Extracted entries ::
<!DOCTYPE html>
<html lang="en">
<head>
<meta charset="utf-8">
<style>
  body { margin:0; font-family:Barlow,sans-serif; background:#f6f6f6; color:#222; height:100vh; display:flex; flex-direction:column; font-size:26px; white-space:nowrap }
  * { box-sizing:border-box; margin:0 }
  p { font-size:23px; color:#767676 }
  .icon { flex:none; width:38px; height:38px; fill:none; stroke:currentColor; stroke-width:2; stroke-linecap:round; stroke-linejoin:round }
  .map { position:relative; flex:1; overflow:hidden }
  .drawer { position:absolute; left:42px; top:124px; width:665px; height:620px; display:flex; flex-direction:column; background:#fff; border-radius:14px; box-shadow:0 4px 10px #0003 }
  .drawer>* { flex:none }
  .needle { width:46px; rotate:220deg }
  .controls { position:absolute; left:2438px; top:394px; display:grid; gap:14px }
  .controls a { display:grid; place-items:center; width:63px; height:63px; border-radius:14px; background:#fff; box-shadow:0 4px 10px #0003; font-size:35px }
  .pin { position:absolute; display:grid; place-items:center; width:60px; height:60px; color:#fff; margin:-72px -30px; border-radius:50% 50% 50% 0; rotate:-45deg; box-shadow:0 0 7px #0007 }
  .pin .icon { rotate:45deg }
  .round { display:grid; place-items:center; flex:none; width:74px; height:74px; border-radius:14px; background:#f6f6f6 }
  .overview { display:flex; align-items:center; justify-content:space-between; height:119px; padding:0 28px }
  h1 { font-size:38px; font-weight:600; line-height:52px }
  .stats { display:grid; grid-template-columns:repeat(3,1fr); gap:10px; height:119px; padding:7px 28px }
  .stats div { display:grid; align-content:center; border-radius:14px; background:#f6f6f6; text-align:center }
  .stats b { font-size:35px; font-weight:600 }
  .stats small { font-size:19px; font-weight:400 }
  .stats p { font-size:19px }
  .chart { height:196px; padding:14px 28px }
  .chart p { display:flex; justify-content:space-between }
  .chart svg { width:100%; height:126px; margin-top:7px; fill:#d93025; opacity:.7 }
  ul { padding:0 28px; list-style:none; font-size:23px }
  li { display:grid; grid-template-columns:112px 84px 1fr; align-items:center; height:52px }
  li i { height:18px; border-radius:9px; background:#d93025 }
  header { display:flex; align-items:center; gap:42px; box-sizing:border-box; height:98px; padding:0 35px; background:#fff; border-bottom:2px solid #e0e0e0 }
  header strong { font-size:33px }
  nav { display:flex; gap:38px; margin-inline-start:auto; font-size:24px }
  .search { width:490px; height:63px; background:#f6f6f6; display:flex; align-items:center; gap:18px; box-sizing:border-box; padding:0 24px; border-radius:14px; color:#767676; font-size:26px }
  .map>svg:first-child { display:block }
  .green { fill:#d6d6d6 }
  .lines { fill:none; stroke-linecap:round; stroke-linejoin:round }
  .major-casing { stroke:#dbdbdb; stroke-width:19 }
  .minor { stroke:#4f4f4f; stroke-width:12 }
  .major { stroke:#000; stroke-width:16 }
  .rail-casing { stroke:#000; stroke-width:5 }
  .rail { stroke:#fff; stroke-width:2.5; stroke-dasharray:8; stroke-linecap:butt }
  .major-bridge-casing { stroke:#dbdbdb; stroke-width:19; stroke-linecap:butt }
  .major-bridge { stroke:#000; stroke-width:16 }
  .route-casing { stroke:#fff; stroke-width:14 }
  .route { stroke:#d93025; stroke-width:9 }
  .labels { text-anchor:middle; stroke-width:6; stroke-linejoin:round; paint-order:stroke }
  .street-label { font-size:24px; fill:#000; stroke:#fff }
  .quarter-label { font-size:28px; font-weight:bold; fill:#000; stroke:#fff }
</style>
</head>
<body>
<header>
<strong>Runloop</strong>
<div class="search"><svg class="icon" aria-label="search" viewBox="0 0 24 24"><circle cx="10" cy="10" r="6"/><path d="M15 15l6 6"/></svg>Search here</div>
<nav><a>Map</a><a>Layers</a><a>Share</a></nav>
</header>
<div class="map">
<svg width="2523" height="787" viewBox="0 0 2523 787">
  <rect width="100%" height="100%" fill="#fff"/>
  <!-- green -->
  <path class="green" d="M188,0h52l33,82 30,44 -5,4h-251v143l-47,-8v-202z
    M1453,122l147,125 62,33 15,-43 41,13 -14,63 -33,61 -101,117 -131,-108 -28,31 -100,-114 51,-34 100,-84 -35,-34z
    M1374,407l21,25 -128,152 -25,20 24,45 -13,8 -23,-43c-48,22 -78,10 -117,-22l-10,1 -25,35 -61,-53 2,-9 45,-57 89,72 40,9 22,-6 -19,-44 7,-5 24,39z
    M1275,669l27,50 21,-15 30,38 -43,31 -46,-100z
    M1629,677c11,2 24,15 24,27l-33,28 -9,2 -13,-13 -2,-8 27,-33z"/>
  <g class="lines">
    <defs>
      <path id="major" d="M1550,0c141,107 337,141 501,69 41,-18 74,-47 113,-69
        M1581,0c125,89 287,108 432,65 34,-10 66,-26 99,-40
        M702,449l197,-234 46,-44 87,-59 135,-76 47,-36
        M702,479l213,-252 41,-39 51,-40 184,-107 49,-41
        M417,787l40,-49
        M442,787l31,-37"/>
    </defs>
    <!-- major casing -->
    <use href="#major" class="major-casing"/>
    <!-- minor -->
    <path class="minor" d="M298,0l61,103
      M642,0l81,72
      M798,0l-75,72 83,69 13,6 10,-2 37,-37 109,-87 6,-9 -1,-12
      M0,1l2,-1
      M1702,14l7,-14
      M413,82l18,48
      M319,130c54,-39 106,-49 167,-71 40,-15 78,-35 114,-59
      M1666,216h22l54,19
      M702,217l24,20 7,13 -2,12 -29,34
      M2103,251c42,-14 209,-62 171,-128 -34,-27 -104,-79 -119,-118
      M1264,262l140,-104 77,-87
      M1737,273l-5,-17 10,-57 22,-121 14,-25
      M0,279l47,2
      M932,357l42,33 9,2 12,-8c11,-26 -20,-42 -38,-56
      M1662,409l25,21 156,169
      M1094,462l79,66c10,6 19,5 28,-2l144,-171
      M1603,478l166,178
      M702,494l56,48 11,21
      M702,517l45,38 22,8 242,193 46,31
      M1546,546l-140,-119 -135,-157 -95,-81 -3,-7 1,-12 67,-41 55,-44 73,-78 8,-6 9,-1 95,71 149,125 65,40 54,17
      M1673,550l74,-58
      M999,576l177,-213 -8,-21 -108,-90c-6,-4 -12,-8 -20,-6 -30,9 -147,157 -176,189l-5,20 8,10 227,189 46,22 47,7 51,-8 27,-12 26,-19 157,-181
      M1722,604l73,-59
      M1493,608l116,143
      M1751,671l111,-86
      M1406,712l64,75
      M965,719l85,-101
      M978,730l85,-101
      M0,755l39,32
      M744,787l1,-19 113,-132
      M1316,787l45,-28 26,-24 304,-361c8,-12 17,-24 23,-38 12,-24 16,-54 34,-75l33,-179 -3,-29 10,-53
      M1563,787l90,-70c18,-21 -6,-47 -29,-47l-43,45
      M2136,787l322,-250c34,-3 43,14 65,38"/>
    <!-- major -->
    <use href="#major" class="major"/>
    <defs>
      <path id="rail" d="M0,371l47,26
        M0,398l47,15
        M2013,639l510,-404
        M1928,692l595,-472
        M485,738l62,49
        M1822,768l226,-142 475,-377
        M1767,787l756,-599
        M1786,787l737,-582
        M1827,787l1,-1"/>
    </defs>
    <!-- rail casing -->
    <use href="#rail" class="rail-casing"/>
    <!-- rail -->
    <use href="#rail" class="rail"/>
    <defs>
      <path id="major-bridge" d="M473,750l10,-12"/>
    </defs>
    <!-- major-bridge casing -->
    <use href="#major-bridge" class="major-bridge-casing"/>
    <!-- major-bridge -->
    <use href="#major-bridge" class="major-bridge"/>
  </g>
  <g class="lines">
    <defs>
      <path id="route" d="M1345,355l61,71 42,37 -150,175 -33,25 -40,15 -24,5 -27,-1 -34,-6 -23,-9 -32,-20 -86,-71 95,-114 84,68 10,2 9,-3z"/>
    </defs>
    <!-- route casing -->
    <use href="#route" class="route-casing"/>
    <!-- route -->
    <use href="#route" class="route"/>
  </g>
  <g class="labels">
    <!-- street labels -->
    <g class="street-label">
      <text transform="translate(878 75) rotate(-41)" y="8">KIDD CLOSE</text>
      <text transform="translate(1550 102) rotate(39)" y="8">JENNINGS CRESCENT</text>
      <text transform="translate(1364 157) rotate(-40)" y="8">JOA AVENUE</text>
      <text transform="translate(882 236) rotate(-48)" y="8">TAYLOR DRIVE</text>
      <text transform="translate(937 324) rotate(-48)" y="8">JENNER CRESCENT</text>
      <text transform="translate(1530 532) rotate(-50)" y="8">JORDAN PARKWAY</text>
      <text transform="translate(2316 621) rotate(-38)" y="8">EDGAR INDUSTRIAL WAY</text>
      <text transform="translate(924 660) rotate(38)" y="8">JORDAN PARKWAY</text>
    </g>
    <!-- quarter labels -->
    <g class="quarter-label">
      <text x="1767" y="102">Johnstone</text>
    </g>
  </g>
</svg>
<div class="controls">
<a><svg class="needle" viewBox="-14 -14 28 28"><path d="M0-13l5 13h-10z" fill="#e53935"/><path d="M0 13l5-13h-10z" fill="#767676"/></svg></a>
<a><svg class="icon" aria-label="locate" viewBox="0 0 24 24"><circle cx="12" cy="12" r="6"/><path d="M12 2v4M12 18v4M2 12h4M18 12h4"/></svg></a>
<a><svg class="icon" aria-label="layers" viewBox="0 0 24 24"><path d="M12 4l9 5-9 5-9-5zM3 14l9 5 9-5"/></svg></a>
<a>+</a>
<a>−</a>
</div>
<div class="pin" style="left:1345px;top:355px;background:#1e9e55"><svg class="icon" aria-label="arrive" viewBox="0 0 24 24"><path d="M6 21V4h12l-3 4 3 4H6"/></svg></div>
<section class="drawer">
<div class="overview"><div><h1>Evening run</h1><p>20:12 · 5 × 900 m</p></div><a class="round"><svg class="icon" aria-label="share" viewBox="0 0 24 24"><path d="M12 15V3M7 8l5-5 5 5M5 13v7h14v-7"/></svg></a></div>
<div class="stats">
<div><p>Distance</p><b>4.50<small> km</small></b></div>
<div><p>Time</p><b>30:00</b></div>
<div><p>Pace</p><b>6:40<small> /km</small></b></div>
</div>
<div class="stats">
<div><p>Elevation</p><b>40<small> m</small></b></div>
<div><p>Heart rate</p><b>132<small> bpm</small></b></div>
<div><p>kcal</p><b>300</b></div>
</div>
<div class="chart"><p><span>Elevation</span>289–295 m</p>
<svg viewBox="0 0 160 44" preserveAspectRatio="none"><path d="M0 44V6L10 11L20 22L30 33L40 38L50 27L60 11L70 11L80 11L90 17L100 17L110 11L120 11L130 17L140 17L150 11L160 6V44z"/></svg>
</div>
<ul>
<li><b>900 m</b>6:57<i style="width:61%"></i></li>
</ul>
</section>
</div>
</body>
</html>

What you have to do :: For each line in the data that holds the word "Elevation", copy the line.

Written solution ::
<div><p>Elevation</p><b>40<small> m</small></b></div>
<div class="chart"><p><span>Elevation</span>289–295 m</p>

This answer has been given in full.